On November 10, 2016, the Georgetown Center for Business and Public Policy hosted a Georgetown on the Hill panel discussion in the Rayburn House Office Building on what the election results may mean for the future of U.S. trade. J. Robert Vastine, Senior Industry Fellow, served as moderator. Expert panelists included:

  • Wendy Cutler, Vice President and Managing Director of the Washington, D.C. Office, Asia Society Policy Institute;
  • Daniel Griswold, Senior Research Fellow and Co-Director of the Program on the American Economy and Globalization, Mercatus Center;
  • J. Bradford Jensen, Senior Policy Scholar, Georgetown Center for Business and Public Policy and McCrane/Shaker Chair in International Business, McDonough School of Business;
  • Doug Palmer, Senior Trade Reporter, Politico.

Panelists responded to the following prompts from Vastine:

  • What is the factual basis of this discussion? What is the importance of trade to the U.S. economy and to the global economy? How important is trade to our wellbeing? What portion of unemployment is actually due to trade competition? Why is the public perception of trade that it is harmful?

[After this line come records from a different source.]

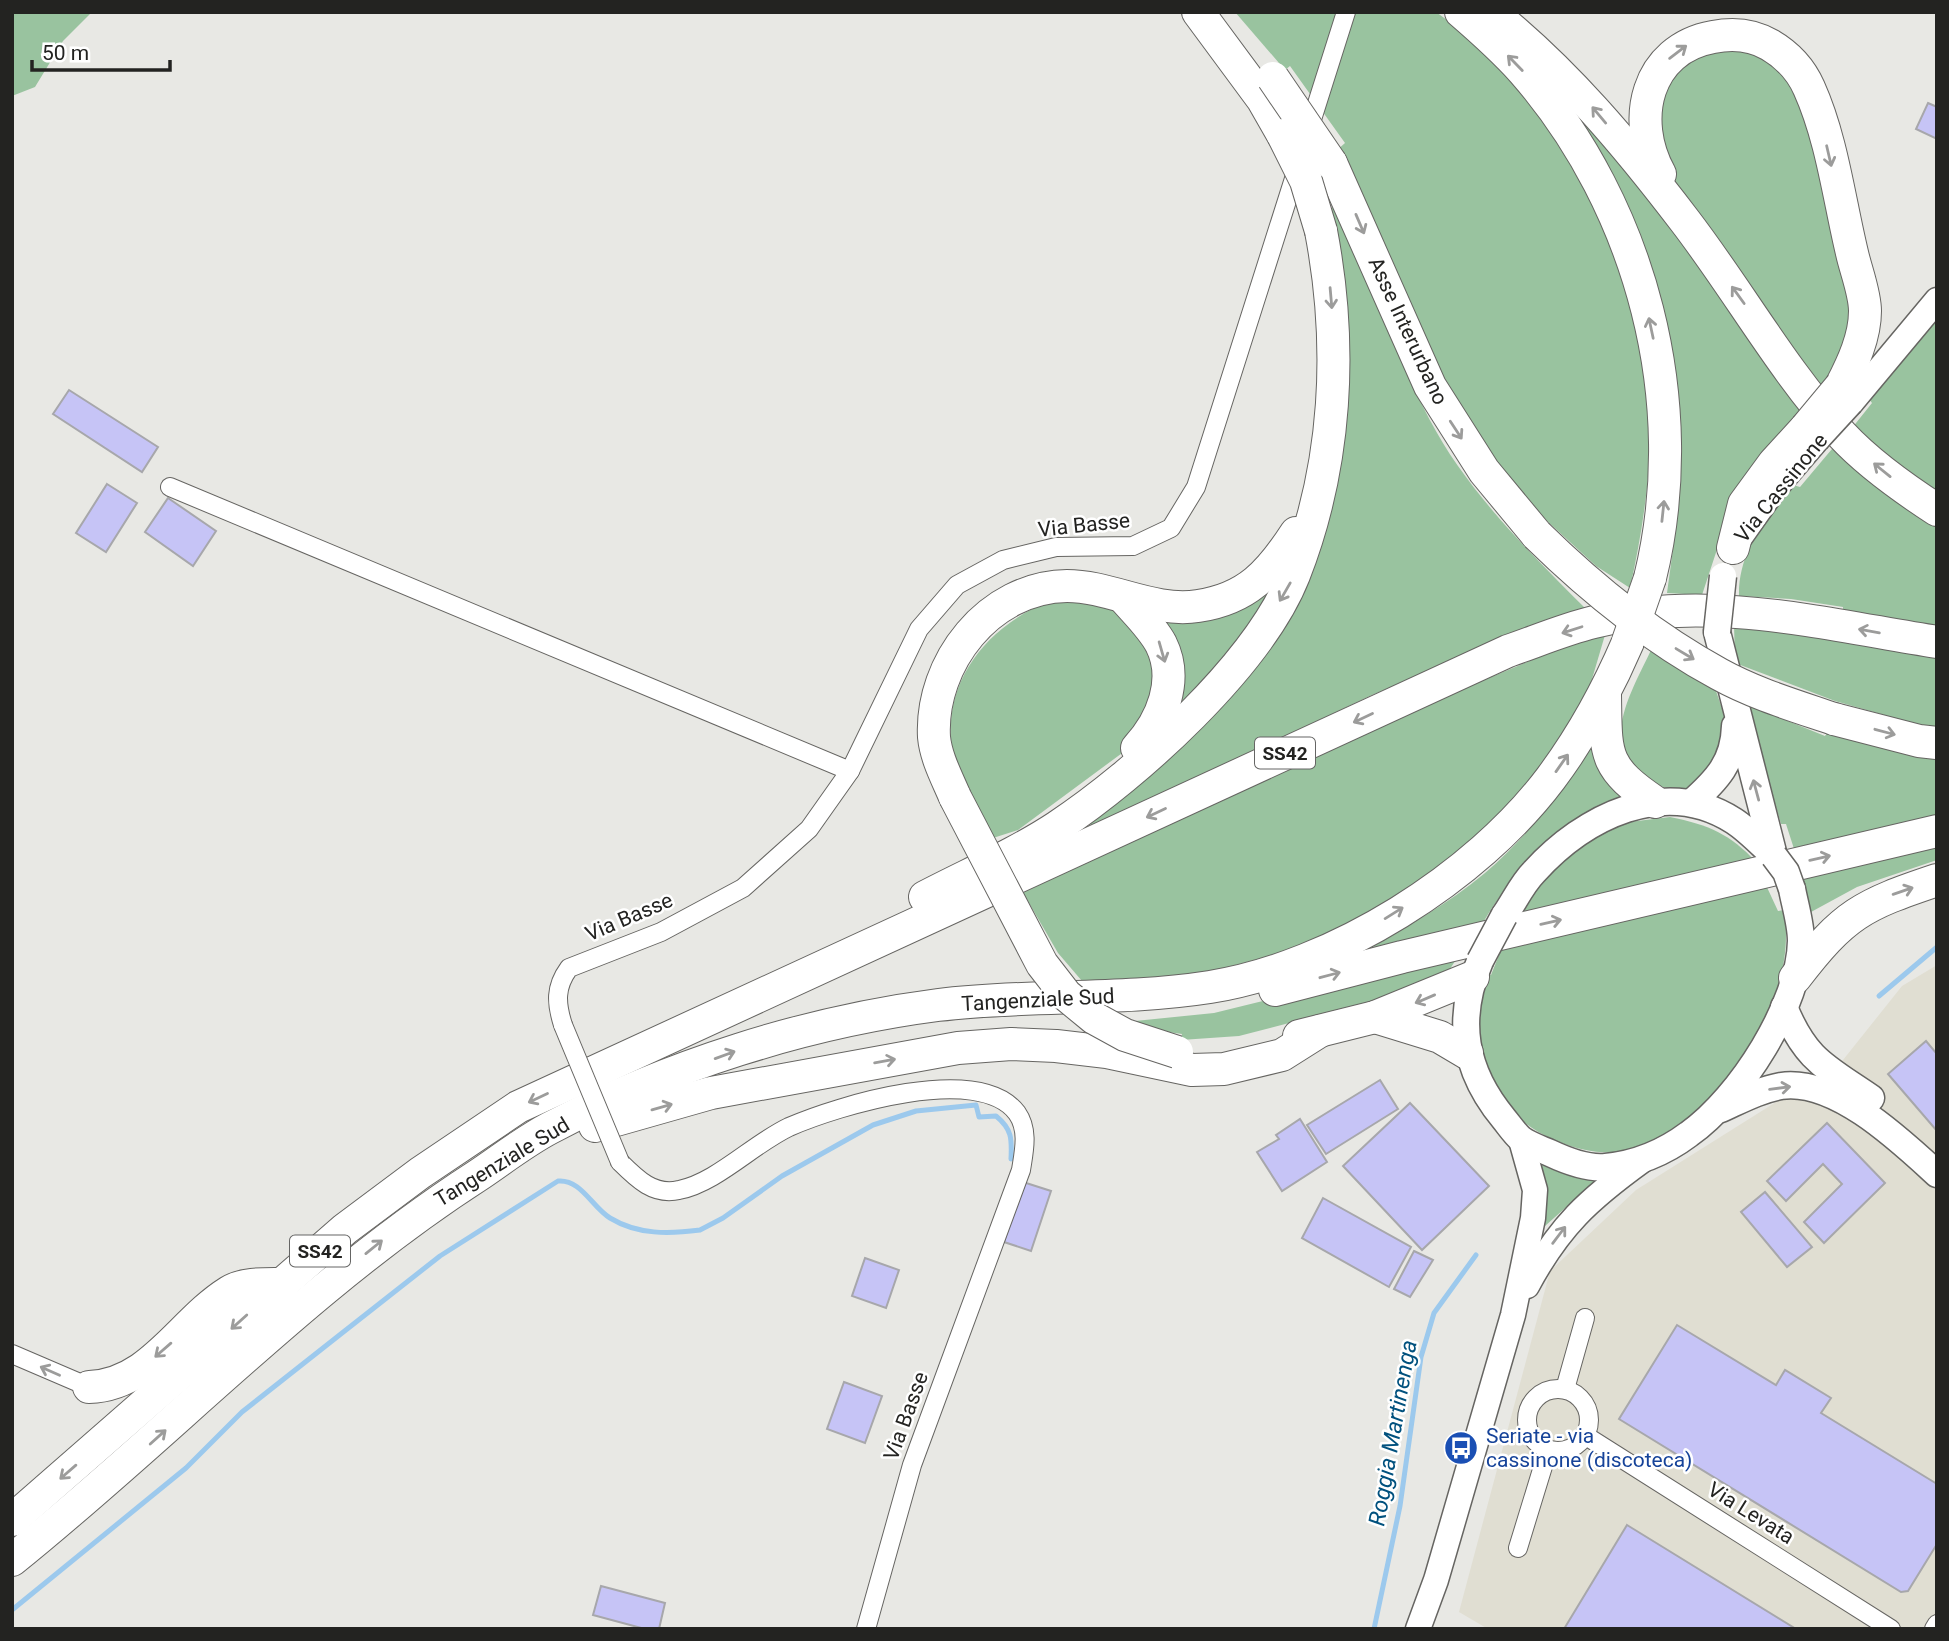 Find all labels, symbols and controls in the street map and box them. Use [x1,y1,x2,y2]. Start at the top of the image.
scale bar [32,28,170,72]
text: 50 m [42,41,89,65]
one-way arrow [1668,45,1687,60]
one-way arrow [1507,55,1524,72]
one-way arrow [1592,106,1607,124]
one-way arrow [1823,144,1836,167]
one-way arrow [1354,213,1367,235]
street label: Asse Interurbano [1363,254,1453,408]
one-way arrow [1325,286,1338,309]
one-way arrow [1731,286,1745,305]
one-way arrow [1643,317,1657,340]
one-way arrow [1449,420,1463,439]
street label: Via Cassinone [1730,429,1832,547]
one-way arrow [1873,463,1891,478]
one-way arrow [1657,501,1670,523]
street label: Via Basse [1037,508,1131,542]
one-way arrow [1277,582,1291,602]
one-way arrow [1561,624,1583,637]
one-way arrow [1859,624,1881,637]
one-way arrow [1157,641,1170,663]
one-way arrow [1674,647,1694,661]
one-way arrow [1352,712,1374,725]
one-way arrow [1874,727,1896,740]
road number: SS42 [1255,738,1315,768]
one-way arrow [1555,754,1569,773]
one-way arrow [1749,779,1762,801]
one-way arrow [1146,807,1167,820]
one-way arrow [1808,851,1831,864]
one-way arrow [1892,884,1914,896]
street label: Via Basse [582,888,676,946]
one-way arrow [1383,906,1403,920]
one-way arrow [1539,915,1562,928]
one-way arrow [1318,968,1340,981]
street label: Tangenziale Sud [961,984,1115,1016]
one-way arrow [1414,993,1436,1006]
one-way arrow [713,1047,735,1060]
one-way arrow [873,1054,896,1068]
one-way arrow [1768,1081,1791,1094]
one-way arrow [528,1092,549,1105]
one-way arrow [651,1099,673,1112]
street label: Tangenziale Sud [430,1112,574,1212]
one-way arrow [1551,1226,1566,1244]
road number: SS42 [290,1236,350,1266]
one-way arrow [364,1240,382,1255]
one-way arrow [230,1314,248,1330]
water label: Roggia Martinenga [1363,1338,1423,1528]
one-way arrow [154,1342,172,1358]
one-way arrow [40,1364,62,1377]
street label: Via Basse [879,1368,933,1464]
place label: Seriate - via cassinone (discoteca) [1486,1424,1692,1472]
one-way arrow [149,1429,167,1445]
bus stop icon: Seriate - via cassinone (discoteca) [1442,1429,1480,1467]
one-way arrow [60,1464,78,1480]
street label: Via Levata [1703,1477,1799,1549]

Why can’t we communicate better the facts? (4:31)
     
  • Adam Posen, president of the Peterson Institute for International Economics, commented, “The amount of dislocation for individuals in an advanced economy like the U.S. caused by this kind of trade agreement is significant for those individuals and their communities but limited in scale. . . All other trading democracies have done better by their workers on this score.” (11:25)
     
  • We’ve heard about the effects of trade on employment and the role of technology, is globalization as “evil” a word and should globalization be blamed for the technological shifts that we’ve encountered? Aren’t those who are so concerned about trade also concerned about damping globalization? (17:50)
     
  • Why isn’t the message getting through? There are a lot of people who think that it’s a good thing that we have globalization and technology and that job changes are constructive. But, overwhelmingly it seems, people don’t buy it. (19:19)
     
  • Turning the discussion to trade agreements, the centerpiece of which is clearly and obviously the Trans-Pascific Partnership (TPP). Comment on its prospects. What are the implications for the U.S. if the agreement doesn’t go forward? How would Asia react? Will our partners go ahead without us? What is the impact if the U.S. does not go forward on other negotiations underway (e.g., TTIP, TiSA, China BIT). (26:00)
     
  • NPR’s Mara Liasson stated, “There is no question that the U.S. is moving toward protectionism away from free trade.” Is there a silver lining? (37:40)
     


This seminar is part of the Georgetown Center for Business and Public Policy's Georgetown on the Hill series at which we convene policymakers, academics, and industry experts to discuss important economic policy issues of the day.